## Task statement
Transcribe each entry so that nothing differs from the original.

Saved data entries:
►
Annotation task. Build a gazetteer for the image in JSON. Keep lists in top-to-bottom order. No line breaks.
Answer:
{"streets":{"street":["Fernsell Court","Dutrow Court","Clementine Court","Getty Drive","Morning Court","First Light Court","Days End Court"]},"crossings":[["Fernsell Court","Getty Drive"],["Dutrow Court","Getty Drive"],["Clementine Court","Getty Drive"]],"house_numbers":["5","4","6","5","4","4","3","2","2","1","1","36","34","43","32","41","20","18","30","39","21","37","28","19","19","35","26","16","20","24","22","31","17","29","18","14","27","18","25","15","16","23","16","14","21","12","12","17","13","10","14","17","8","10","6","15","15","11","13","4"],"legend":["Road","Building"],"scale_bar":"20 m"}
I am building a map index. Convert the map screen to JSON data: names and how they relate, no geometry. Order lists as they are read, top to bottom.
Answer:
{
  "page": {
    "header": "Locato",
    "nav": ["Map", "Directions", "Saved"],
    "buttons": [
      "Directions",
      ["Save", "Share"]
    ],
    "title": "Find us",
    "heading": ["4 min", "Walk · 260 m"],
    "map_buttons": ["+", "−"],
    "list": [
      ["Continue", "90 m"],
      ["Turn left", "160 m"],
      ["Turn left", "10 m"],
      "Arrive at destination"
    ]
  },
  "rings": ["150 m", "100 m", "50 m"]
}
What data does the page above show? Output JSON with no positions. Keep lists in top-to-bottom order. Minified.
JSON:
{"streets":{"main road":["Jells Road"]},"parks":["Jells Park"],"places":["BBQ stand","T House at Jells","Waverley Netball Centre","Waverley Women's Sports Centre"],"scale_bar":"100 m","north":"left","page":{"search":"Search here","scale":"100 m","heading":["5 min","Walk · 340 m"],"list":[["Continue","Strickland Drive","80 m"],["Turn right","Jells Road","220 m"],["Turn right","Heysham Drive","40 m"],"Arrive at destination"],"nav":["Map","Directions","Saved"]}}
◄
## The answer
Annotation task. Build a gazetteer for the image in JSON. Keep lists in top-to-bottom order. No line breaks.
Answer:
{"streets":{"street":["Fernsell Court","Dutrow Court","Clementine Court","Getty Drive","Morning Court","First Light Court","Days End Court"]},"crossings":[["Fernsell Court","Getty Drive"],["Dutrow Court","Getty Drive"],["Clementine Court","Getty Drive"]],"house_numbers":["5","4","6","5","4","4","3","2","2","1","1","36","34","43","32","41","20","18","30","39","21","37","28","19","19","35","26","16","20","24","22","31","17","29","18","14","27","18","25","15","16","23","16","14","21","12","12","17","13","10","14","17","8","10","6","15","15","11","13","4"],"legend":["Road","Building"],"scale_bar":"20 m"}
I am building a map index. Convert the map screen to JSON data: names and how they relate, no geometry. Order lists as they are read, top to bottom.
Answer:
{
  "page": {
    "header": "Locato",
    "nav": ["Map", "Directions", "Saved"],
    "buttons": [
      "Directions",
      ["Save", "Share"]
    ],
    "title": "Find us",
    "heading": ["4 min", "Walk · 260 m"],
    "map_buttons": ["+", "−"],
    "list": [
      ["Continue", "90 m"],
      ["Turn left", "160 m"],
      ["Turn left", "10 m"],
      "Arrive at destination"
    ]
  },
  "rings": ["150 m", "100 m", "50 m"]
}
What data does the page above show? Output JSON with no positions. Keep lists in top-to-bottom order. Minified.
JSON:
{"streets":{"main road":["Jells Road"]},"parks":["Jells Park"],"places":["BBQ stand","T House at Jells","Waverley Netball Centre","Waverley Women's Sports Centre"],"scale_bar":"100 m","north":"left","page":{"search":"Search here","scale":"100 m","heading":["5 min","Walk · 340 m"],"list":[["Continue","Strickland Drive","80 m"],["Turn right","Jells Road","220 m"],["Turn right","Heysham Drive","40 m"],"Arrive at destination"],"nav":["Map","Directions","Saved"]}}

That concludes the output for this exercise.